It’s become known in hype-pumping circles as the Elden Ring Method. You say nothing about a major project – a collaboration between the people behind the beat-your-ass-blue Dark Souls video game series and Game Of Thrones writer George R. R. Martin, say – for years on end, until desperate fans start thinking the whole thing’s been cancelled. Eventually they’ll start hunting out the tiniest easter egg hint that something might be happening, like the entire internet is one big Marvel trailer.
Blurry screenshots of menu screens in the background of obscure developer webinars; leaked internal sketches of boss designs; Hidetaka Miyazaki TikToked in a public toilet, emitting flatulence widely deciphered as a morse coded release date. By the time you’re ready to actually unveil anything, the public has worked itself into a froth of anticipation akin to that around Prince Andrew’s extradition and the damn thing sells itself.
Arctic Monkeys are clearly masters of the Elden arts. Drummer Matt Helders quietly announced that plans for a seventh album were underway back in January then – for 11 months – silence. The only ‘announcement’ as such came from the Insta of a Suffolk farmhouse called Butley Priory in August, in which the proprietors – who presumably never got the NDA through – declared: “We’ve had a band staying for the last month recording an album. Musicians love the acoustics in the Great Hall and Drawing room, with their high vaulted ceilings. Being serenaded while watering and weeding the garden, listening to the double bass, drums and piano wafting out of the open double doors was pretty nice. Thank you Arctic Monkeys.”

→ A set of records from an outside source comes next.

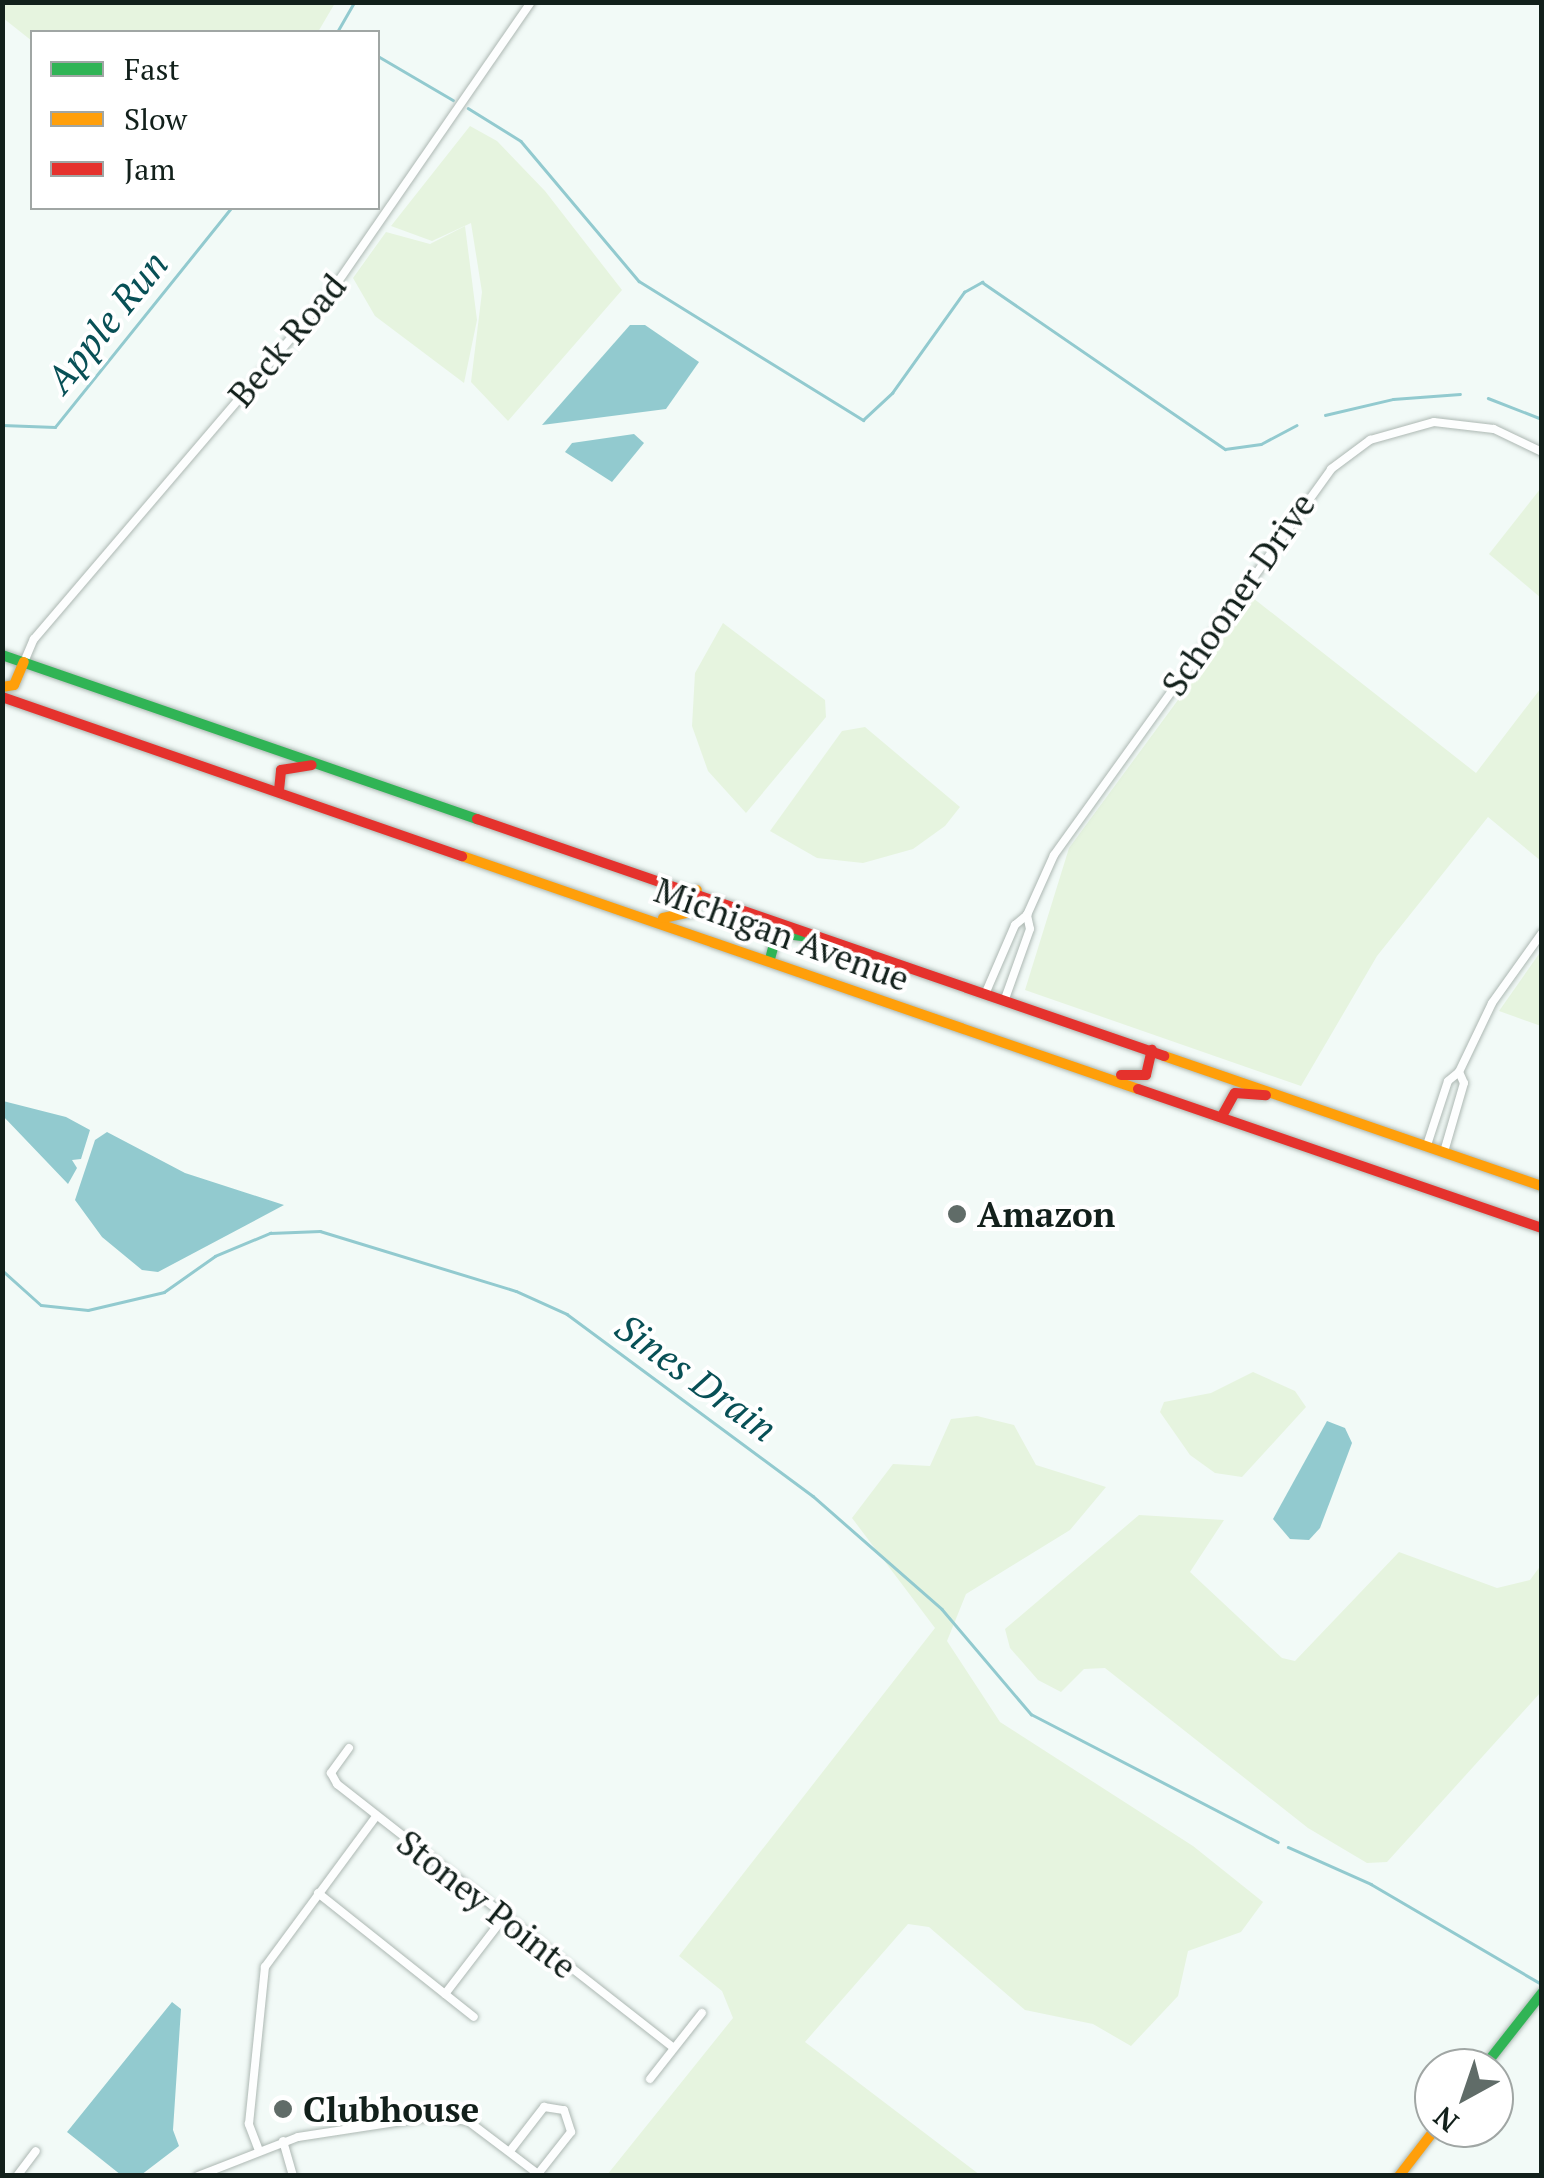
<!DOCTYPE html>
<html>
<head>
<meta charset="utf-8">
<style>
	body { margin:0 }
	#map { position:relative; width:1544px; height:2178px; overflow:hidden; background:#f2faf7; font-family:"PT Serif",serif }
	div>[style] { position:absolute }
	.green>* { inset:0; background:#e6f4df }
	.water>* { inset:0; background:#92cacf }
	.stream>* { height:2.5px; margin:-1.25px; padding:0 1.25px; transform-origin:1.25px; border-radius:1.25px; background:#92cacf }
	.roads { filter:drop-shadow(0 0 2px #adb8b3) drop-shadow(0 0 2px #adb8b3) }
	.street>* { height:8px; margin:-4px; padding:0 4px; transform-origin:4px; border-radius:4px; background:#fdfefe }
	.fast>* { height:10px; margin:-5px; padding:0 5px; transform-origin:5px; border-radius:5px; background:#30b455 }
	.slow>* { height:10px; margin:-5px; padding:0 5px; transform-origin:5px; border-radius:5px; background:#ff9f0a }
	.jam>* { height:10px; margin:-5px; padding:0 5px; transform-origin:5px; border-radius:5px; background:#e5322d }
	.dots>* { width:28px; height:28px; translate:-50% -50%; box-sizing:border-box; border:5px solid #fff; border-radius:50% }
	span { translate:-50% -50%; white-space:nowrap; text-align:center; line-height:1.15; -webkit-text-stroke:8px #fff; paint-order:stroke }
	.street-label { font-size:35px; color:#12201b }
	.poi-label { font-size:35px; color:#12201b; font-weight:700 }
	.left { translate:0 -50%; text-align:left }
	.water-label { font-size:38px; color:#085056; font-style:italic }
	.frame { position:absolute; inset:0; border:5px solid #12201b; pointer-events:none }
	.legend { position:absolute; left:30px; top:30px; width:350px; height:180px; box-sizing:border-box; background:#fff; border:2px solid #a0a6a4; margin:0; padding:12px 18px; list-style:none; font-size:30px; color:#12201b }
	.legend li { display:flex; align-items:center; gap:20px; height:50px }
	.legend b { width:50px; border:2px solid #a0a6a4 }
	.north { position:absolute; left:1414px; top:2048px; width:100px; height:100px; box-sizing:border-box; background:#fff; border:2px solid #a0a6a4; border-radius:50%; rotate:220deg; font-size:28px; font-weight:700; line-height:40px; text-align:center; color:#12201b }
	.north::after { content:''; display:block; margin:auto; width:35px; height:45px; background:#606c68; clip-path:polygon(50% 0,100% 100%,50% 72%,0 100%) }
</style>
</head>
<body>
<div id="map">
	<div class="green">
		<div style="clip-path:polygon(2px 3px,3px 2px,335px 3px,318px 32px,32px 32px,32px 41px,3px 18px)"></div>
		<div style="clip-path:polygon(470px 126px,497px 141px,545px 191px,622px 290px,508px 421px,471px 382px,482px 292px,471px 223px,432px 241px,391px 226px)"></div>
		<div style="clip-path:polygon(465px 226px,477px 320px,464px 383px,375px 316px,353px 278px,386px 232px,430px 244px)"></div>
		<div style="clip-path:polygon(1541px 488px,1541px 598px,1489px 554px)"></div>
		<div style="clip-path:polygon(1253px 598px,1476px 773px,1541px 688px,1541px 861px,1488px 817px,1377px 956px,1301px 1086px,1025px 990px,1069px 848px)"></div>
		<div style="clip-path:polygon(723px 623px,825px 700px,826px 717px,746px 813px,708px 771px,692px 726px,695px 673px)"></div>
		<div style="clip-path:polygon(865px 727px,960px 807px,945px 826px,913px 849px,863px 863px,817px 858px,770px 831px,842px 731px)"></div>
		<div style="clip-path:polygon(1541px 951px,1541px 1026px,1499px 1011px)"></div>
		<div style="clip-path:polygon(1253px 1372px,1295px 1391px,1306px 1407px,1242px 1477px,1215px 1473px,1190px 1455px,1160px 1412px,1164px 1402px,1211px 1393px)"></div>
		<div style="clip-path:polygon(977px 1416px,1014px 1425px,1036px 1465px,1106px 1487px,1070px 1530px,966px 1594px,947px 1641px,1000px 1722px,1193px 1846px,1263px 1902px,1241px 1932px,1188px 1951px,1178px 1996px,1131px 2046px,1093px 2024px,1025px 2010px,929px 1927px,908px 1924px,805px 2042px,980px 2175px,607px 2175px,733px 2018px,722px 1991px,679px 1956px,935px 1628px,852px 1518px,893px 1464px,930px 1466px,951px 1419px)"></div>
		<div style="clip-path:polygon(1139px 1515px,1224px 1520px,1190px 1572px,1282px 1658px,1295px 1661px,1399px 1552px,1497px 1588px,1530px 1580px,1541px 1565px,1541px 1692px,1387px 1862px,1367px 1863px,1308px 1828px,1105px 1668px,1084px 1669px,1061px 1692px,1038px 1680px,1010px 1648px,1005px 1629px)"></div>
	</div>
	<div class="water">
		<div style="clip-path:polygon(630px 325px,645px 325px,699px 362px,666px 409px,542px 425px)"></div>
		<div style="clip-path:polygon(634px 434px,644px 443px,612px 482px,565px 452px,572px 443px)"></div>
		<div style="clip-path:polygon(3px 1101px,66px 1117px,90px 1130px,81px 1159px,72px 1160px,77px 1168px,68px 1184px,3px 1116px)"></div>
		<div style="clip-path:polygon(107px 1132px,185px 1173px,284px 1205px,158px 1272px,142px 1270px,102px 1237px,75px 1200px,95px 1140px)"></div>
		<div style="clip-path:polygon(1327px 1421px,1345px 1428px,1352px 1443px,1320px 1528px,1309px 1540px,1290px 1539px,1273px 1519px)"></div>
		<div style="clip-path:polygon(172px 2002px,181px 2009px,173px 2130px,179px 2146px,141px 2175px,121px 2175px,67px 2132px)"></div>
	</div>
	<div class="stream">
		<div style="left:337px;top:32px;width:34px;rotate:-60deg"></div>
		<div style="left:378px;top:56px;width:87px;rotate:30.4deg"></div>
		<div style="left:468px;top:108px;width:62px;rotate:31.9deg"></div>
		<div style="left:521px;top:141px;width:183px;rotate:49.9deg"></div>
		<div style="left:639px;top:281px;width:264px;rotate:31.8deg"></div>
		<div style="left:863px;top:420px;width:40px;rotate:-43deg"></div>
		<div style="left:892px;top:393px;width:124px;rotate:-54.5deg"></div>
		<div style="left:964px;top:292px;width:21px;rotate:-29deg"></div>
		<div style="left:982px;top:282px;width:295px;rotate:34.5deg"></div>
		<div style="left:1225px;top:449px;width:36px;rotate:-8deg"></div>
		<div style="left:1261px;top:444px;width:40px;rotate:-28deg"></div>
		<div style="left:1488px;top:398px;width:58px;rotate:21.3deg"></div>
		<div style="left:1325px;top:415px;width:70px;rotate:-13.2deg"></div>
		<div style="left:1393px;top:399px;width:67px;rotate:-4.3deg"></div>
		<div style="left:2px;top:425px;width:53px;rotate:2.2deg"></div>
		<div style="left:55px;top:427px;width:281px;rotate:-51.2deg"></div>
		<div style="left:2px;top:1270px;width:52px;rotate:41.9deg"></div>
		<div style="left:41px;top:1305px;width:47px;rotate:6.1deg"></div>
		<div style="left:88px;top:1310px;width:78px;rotate:-13.3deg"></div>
		<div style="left:164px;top:1292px;width:62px;rotate:-35.2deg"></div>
		<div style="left:215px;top:1256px;width:60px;rotate:-22.7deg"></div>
		<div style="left:270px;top:1233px;width:50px;rotate:-2.3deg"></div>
		<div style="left:320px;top:1231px;width:205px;rotate:17deg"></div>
		<div style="left:516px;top:1291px;width:56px;rotate:24.3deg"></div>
		<div style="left:567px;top:1314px;width:306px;rotate:36.5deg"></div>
		<div style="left:813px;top:1496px;width:171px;rotate:41.2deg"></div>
		<div style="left:942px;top:1609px;width:138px;rotate:49.7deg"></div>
		<div style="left:1031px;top:1714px;width:278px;rotate:27.4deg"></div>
		<div style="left:1288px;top:1847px;width:91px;rotate:24deg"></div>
		<div style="left:1371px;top:1884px;width:194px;rotate:30.4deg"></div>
	</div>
	<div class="roads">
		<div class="street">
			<div style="left:24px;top:662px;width:25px;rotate:-67deg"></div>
			<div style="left:34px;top:639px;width:460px;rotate:-49.5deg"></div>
			<div style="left:333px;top:289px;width:349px;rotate:-55.4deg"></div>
			<div style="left:1027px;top:915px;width:66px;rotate:-65.8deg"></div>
			<div style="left:1054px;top:855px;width:475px;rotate:-54.3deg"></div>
			<div style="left:1331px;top:469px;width:49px;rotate:-36.6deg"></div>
			<div style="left:1370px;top:440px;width:66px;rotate:-15.7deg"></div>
			<div style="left:1434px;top:422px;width:60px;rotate:6.7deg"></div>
			<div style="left:1494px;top:429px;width:53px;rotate:25.6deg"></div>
			<div style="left:986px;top:992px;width:73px;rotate:-66.6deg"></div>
			<div style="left:1015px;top:925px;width:16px;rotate:-40deg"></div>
			<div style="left:1027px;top:915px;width:14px;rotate:78deg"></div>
			<div style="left:1030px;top:929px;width:74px;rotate:109.7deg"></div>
			<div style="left:1459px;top:1072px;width:76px;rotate:-64.4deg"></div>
			<div style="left:1492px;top:1003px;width:86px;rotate:-54.5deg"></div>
			<div style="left:1427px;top:1145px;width:67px;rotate:-71.8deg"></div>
			<div style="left:1448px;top:1081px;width:14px;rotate:-39deg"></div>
			<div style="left:1459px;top:1072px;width:12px;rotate:66deg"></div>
			<div style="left:1464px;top:1083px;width:72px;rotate:106.2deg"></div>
			<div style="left:349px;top:1748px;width:31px;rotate:126deg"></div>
			<div style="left:331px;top:1773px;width:13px;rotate:61deg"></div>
			<div style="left:337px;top:1784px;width:427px;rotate:38.1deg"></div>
			<div style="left:318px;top:1893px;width:199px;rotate:38.5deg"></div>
			<div style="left:445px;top:1994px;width:97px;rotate:-52.5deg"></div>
			<div style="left:650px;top:2079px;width:84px;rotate:-51.8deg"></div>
			<div style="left:283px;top:2141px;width:36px;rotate:74deg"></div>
			<div style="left:258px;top:2148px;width:26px;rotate:-111deg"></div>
			<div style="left:249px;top:2124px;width:158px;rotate:-84.2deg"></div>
			<div style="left:265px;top:1967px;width:185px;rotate:-53.6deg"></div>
			<div style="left:510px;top:2151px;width:56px;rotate:-52.3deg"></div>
			<div style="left:544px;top:2107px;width:20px;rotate:9deg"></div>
			<div style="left:564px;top:2110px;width:23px;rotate:72deg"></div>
			<div style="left:571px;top:2132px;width:55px;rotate:128.3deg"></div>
			<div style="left:17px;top:2176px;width:31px;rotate:-53deg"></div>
			<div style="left:198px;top:2176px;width:107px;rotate:-21.3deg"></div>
			<div style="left:298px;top:2137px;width:140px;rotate:-8.7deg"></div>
			<div style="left:436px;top:2116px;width:32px;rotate:9deg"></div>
			<div style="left:468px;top:2121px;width:88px;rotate:37.1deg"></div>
		</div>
		<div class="fast">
			<div style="left:2px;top:655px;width:503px;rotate:19.05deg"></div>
			<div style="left:770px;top:959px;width:27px;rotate:-75deg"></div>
			<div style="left:777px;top:933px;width:34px;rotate:7deg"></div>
			<div style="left:1483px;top:2068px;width:95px;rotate:-51.8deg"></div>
		</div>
		<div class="slow">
			<div style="left:2px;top:687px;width:12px;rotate:-9deg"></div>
			<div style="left:14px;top:685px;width:25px;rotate:-67deg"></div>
			<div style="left:462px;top:856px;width:715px;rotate:19.02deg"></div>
			<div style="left:663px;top:918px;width:33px;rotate:-12deg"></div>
			<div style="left:695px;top:911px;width:21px;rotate:-85deg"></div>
			<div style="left:1164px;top:1056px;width:400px;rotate:19deg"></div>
			<div style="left:1399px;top:2176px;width:61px;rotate:-52.4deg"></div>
		</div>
		<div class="jam">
			<div style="left:2px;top:697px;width:487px;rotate:19.1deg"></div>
			<div style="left:279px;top:790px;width:20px;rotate:-84deg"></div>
			<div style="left:281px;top:770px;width:31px;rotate:-9deg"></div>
			<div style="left:477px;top:819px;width:727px;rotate:19.03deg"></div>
			<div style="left:1121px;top:1075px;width:25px"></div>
			<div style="left:1146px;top:1075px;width:26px;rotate:-77deg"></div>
			<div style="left:1138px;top:1089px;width:427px;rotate:19deg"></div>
			<div style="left:1222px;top:1116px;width:26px;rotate:-61deg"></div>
			<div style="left:1235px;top:1093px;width:31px;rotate:4deg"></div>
		</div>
	</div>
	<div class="dots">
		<div style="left:957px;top:1214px;background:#606c68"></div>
		<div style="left:283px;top:2109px;background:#606c68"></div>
	</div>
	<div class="street-label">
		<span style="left:287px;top:340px;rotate:-50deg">Beck Road</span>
		<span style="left:1238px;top:594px;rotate:-55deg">Schooner Drive</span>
		<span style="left:782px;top:934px;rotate:20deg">Michigan Avenue</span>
		<span style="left:487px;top:1904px;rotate:38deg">Stoney Pointe</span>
	</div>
	<div class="poi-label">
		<span class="left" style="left:977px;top:1214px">Amazon</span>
		<span class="left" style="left:303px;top:2109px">Clubhouse</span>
	</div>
	<div class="water-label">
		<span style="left:107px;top:322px;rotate:-51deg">Apple Run</span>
		<span style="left:696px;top:1378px;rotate:36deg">Sines Drain</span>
	</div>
	<div class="frame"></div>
	<ul class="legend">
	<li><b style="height:12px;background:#30b455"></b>Fast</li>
	<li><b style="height:12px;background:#ff9f0a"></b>Slow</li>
	<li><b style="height:12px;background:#e5322d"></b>Jam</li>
	</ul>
	<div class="north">N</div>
</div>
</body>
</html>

Arctic Monkeys in “pretty nice” new album shock! All hail the birth of Horticulturock! The band themselves, though, said nothing for three more months, until Helders told 5 Live’s Rick Edwards earlier this month that the new record “makes sense when you think about it in the context of the last record…it’s kind of hard to describe. You can tell it’s the same band.” Monkeys back to their ‘sense-making’ best! “Indescribable” album “definitely by Arctic Monkeys” reveals drummer!
Yet, like Cloverfield films and footballers on The Masked Singer, the less we know about ‘AM7’ (yes, it’s got a fan-sleuth nickname), the more the excitement around it grows. Perhaps because there’s a deeply reassuring frisson about being made to wait for something in an age when our every cultural whim is serviced at a word by a helpful home AI-slash-advertising surveillance bot. There’s intrigue in underexposure, a tangible added-value to a major piece of art that isn’t trying to throw itself out of our timelines at us like all those Instagram ads for hair transplants and butt plugs (everyone gets those, right?).
In an era when mainstream acts are expected to maintain constant engagement with their fanbases to appease the streaming overlords, trying to stir up an air of mystery around a new release often looks a bit try-hard and contrived. Witness those acts that surreptitiously have their ‘secret’ new logo spray painted onto a Great Pyramid just as the social media manager from their major label press department happens to be passing. The compulsion to be seen as secretive and protective of high-profile new albums can even have casualties.
When Australian TV presenter Matt Doran “insulted” Adele by admitting he hadn’t heard her new album ‘30’ before interviewing her, it wasn’t the poorest research job since Alan Partridge, when asked by an interviewer if he’d read their book, replied: “No – I never read the books!” Instead, he fell foul of the standard practice of major labels emailing A-list music streams to journalists under code-names. He just didn’t click on what his inbox likely told him was an album called ‘Cry Me A Cash River’ by Sheeran’s Worst Nightmare.
With Arctic Monkeys, however, there’s a genuinely sanguine attitude to their encroaching seventh record, smacking of self-assurance and confidence in their music. No marketing ploys or subliminal hard-sells here. Just a band becoming increasingly comfortable with their elevated standing, happy for the music to speak for itself and disinterested in playing the industry’s games. It’s an old-school approach but, when new-school practices make every act seem pushy and desperate, it’s refreshing to feel invited into an album rather than bombarded by it. There’s no chance, for example, of waking up one morning to find the new Monkeys record has been welded forever into your iPhone in the night, a la U2.
There’s a far greater sense of discovery and connection to music you have to seek out a little, join a few dots and piece together some clues. A certain romance to being seduced by the coy soft sell. The second we get through Elden Ring on the ultra-hard New Game Plus mode, Arctic Monkeys, we’re all yours.